The name written across its forehead was Dulce.

Black Tom set off to find her amongst all of the liberated dead, grinning his amiable grin as he followed the sound of their distant, happy voices and swinging the walking stick he had no real need to lean on anymore, but still enjoyed carrying.

Neither the bodies of the dead nor the handcuffed hoodlums were anywhere to be seen inside the Yard, Lia noted, experiencing twin pangs of relief and remorse when she made the observation. They’d been swept under the rug already, through the auspices of the LA Blackdogs.

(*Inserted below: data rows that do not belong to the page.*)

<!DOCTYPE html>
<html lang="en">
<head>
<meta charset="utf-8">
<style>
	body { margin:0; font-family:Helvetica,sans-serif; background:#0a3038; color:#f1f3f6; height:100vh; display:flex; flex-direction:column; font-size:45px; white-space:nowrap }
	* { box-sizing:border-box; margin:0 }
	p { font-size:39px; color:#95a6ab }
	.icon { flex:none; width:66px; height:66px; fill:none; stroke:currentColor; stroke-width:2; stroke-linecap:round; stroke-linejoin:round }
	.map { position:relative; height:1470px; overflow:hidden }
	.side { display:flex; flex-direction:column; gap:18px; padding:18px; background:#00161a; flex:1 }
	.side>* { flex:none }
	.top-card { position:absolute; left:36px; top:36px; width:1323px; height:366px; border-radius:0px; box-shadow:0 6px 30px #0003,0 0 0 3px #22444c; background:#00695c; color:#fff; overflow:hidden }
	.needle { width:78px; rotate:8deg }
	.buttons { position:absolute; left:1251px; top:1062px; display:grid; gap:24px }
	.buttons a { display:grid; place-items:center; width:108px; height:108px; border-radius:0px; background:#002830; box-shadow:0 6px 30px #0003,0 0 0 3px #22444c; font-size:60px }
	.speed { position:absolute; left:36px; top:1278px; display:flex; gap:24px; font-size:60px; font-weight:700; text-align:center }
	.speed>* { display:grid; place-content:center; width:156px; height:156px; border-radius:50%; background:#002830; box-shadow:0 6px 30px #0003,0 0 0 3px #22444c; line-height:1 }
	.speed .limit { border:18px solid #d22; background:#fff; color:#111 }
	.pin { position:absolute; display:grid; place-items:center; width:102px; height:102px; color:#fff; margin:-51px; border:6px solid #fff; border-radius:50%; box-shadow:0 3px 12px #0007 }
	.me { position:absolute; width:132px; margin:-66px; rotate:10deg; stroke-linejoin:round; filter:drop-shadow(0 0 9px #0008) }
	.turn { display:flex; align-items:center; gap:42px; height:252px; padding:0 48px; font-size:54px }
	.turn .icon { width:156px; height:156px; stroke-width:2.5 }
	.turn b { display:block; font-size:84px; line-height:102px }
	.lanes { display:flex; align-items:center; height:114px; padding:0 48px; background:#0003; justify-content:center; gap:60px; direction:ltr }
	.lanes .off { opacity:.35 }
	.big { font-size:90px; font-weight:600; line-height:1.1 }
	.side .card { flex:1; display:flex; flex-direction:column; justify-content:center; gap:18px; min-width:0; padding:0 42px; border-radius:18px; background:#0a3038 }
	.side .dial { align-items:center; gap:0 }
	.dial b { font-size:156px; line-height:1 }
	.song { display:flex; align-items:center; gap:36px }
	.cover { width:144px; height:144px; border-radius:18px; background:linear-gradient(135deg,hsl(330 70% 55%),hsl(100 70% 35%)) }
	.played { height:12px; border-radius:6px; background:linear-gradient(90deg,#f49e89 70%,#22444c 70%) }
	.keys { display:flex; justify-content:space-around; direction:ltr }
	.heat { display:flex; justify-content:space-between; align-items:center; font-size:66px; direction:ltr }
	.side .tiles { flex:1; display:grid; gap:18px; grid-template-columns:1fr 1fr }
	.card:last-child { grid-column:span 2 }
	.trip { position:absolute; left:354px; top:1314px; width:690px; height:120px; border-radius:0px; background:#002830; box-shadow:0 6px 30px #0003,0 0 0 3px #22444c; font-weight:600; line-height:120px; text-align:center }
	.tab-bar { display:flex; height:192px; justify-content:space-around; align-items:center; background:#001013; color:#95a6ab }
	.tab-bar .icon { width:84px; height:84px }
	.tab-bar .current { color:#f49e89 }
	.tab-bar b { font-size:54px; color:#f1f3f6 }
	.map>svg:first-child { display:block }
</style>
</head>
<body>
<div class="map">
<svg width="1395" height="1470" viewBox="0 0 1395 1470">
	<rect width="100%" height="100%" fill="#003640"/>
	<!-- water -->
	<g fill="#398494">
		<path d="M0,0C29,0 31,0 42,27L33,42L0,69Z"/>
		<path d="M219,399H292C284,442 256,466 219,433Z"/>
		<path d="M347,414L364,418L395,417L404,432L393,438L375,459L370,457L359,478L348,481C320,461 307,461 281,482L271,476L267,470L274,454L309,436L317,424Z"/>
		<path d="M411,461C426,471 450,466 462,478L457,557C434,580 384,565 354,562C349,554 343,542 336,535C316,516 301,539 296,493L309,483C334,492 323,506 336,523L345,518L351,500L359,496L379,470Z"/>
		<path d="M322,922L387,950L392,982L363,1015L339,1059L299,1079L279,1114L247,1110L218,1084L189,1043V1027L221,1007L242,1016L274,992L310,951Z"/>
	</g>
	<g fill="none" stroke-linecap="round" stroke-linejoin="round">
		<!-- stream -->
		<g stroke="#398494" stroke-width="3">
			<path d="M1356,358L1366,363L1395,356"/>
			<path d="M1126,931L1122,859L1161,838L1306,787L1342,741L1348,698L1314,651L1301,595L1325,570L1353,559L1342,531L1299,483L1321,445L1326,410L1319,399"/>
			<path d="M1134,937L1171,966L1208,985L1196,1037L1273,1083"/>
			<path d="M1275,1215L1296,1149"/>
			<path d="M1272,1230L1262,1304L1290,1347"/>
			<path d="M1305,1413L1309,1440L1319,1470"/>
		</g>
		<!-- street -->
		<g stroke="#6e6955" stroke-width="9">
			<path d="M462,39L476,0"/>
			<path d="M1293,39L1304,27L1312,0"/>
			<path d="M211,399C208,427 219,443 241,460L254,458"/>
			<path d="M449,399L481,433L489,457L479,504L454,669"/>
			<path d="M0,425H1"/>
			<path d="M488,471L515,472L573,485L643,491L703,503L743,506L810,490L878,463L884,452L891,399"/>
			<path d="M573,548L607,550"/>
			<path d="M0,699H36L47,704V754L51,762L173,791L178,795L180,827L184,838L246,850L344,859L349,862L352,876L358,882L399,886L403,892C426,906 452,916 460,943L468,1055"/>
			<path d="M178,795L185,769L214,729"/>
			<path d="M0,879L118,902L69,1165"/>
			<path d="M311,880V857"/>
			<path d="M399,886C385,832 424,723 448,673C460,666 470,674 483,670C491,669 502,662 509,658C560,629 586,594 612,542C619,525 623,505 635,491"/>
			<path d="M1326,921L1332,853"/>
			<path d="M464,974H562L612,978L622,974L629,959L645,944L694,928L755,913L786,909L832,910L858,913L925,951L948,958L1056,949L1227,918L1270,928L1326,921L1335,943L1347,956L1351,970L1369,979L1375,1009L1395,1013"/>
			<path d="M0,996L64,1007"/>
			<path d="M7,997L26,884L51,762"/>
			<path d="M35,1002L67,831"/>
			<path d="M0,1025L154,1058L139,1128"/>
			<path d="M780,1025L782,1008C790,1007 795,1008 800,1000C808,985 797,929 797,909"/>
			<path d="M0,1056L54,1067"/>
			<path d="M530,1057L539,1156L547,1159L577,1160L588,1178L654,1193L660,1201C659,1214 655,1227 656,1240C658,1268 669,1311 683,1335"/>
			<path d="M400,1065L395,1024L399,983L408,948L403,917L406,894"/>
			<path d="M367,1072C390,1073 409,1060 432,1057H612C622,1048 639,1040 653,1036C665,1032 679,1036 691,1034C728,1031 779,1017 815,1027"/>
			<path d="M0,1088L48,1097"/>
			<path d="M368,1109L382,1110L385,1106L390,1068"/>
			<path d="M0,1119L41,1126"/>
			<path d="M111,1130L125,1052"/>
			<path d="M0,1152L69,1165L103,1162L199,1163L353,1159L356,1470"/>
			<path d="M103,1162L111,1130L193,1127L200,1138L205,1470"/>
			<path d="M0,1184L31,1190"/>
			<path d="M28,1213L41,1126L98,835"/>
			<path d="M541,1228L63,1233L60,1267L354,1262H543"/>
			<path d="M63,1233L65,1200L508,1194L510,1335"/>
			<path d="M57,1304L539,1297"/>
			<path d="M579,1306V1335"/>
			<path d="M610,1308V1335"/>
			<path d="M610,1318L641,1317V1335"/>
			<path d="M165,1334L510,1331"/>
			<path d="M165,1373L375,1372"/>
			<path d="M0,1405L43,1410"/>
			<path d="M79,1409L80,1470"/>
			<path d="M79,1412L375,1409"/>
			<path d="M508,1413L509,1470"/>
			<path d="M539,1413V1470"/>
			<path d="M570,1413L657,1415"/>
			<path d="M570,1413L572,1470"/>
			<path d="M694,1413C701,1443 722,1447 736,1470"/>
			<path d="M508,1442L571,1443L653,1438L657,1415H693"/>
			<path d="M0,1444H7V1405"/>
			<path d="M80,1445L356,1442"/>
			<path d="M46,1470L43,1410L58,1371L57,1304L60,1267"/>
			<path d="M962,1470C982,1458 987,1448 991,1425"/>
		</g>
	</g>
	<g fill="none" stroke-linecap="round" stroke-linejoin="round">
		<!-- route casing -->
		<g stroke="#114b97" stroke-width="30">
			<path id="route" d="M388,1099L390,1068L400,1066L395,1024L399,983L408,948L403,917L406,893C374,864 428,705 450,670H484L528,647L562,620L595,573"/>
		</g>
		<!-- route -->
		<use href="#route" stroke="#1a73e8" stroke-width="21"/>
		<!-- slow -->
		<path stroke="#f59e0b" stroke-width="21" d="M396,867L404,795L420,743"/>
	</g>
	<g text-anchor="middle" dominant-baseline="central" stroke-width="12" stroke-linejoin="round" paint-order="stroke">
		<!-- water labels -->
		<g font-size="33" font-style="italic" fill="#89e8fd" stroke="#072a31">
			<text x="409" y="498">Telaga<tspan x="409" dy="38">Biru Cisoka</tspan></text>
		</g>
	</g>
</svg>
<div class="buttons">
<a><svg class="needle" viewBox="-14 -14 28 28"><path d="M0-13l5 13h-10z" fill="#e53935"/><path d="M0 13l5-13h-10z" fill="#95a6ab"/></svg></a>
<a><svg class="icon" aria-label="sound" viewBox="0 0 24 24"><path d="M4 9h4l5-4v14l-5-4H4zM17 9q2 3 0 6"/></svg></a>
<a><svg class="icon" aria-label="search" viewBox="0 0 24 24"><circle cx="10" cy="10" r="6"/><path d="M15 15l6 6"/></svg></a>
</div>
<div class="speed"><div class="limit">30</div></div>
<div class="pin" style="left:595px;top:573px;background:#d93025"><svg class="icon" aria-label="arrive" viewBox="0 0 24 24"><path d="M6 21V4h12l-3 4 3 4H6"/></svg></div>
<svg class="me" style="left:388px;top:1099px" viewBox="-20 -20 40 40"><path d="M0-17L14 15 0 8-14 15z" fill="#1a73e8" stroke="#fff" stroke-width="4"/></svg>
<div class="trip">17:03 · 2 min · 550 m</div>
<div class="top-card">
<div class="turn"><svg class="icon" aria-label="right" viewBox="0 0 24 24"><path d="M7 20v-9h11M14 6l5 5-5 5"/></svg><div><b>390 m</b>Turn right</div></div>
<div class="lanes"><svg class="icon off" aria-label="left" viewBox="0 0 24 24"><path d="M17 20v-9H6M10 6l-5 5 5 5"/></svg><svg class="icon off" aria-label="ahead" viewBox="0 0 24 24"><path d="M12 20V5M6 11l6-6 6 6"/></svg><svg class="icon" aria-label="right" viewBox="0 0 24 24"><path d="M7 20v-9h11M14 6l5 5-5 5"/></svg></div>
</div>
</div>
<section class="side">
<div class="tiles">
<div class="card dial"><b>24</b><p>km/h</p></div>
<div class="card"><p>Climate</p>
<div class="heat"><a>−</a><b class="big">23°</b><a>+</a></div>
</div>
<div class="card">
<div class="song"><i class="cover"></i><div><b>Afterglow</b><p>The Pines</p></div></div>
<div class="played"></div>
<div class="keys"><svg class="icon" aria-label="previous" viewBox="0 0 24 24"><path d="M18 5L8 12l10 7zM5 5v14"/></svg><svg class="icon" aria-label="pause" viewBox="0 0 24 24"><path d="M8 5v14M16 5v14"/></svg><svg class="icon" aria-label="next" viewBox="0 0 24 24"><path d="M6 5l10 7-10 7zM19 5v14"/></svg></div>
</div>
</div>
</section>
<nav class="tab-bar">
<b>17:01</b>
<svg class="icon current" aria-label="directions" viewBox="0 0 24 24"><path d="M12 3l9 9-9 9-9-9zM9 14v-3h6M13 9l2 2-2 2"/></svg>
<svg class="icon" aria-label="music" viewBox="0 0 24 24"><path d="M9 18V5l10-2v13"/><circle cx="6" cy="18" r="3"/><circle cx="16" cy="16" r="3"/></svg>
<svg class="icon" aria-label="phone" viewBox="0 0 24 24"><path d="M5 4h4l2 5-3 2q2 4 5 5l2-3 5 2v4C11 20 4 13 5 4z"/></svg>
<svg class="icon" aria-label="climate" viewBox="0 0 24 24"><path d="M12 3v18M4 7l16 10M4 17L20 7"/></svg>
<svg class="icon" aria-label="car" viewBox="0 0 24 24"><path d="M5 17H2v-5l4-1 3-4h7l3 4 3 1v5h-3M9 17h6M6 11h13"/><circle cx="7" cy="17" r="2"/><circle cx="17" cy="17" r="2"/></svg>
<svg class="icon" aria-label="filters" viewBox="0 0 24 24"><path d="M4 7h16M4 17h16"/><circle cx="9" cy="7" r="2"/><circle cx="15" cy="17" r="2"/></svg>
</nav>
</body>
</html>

Blackdog operations were always kept secret, whatever occurred, so Lia knew there would be no inquiries or repercussions over the death of Ben Leonard… beyond those her own guilt might devise.

Hannah’s hydroponics shed was still ringed with dimming grow lights when Lia and Dexter walked up to it. Nyx still whimpered pitiably within.

Lia stepped into the ring of high-intensity lamps and went around to the back of the little outbuilding, to find its circuit breaker. Dex followed.

“Are you ready, Dexter?” she asked.

“Ready for night to fall on the day of the dead? Yeah, brujachica. I suppose I am.”

Lia killed the power to the shed.

There was a moment of silence… and then a column of starry darkness blew off the hydro shack’s roof as it shot for the sky. It dripped liquid night down the sides of the atmosphere’s vast blue dome, all the way to the horizons.

The bright, distant sounds of laughter and music faded away to be replaced by the peaceful and soothing noises of evening at Potter’s Yard, of crickets and sprinklers and leaves whispering their secrets to the wind.

They were some of Lia’s favorite sounds in all the worlds.

“Y’know, I spent a little time on a farm as a kid,” Dex said softly, in deference to the stillness that now enveloped them. “Soybeans and corn, mainly, out near Riverside. That wasn’t the worst of times for me. Not the worst at all.”

“Then I hope you’ll stay here, Dexter,” Lia said, squeezing his hand and looking up at him with those large, dark eyes that he adored. “Stay for as long as the times are good.”

Dex smiled. “May they never be any other way, little witch,” he said, and Lia knew that he meant it all the way down to the bone. “May they never be any other way.”

They embraced in the darkness and the quiet, tenderly.

After a time, the witchgirl took the former dead man’s hand and led him away, through the shadows and the trees, to her little home sunk deep beneath the nourishing earth.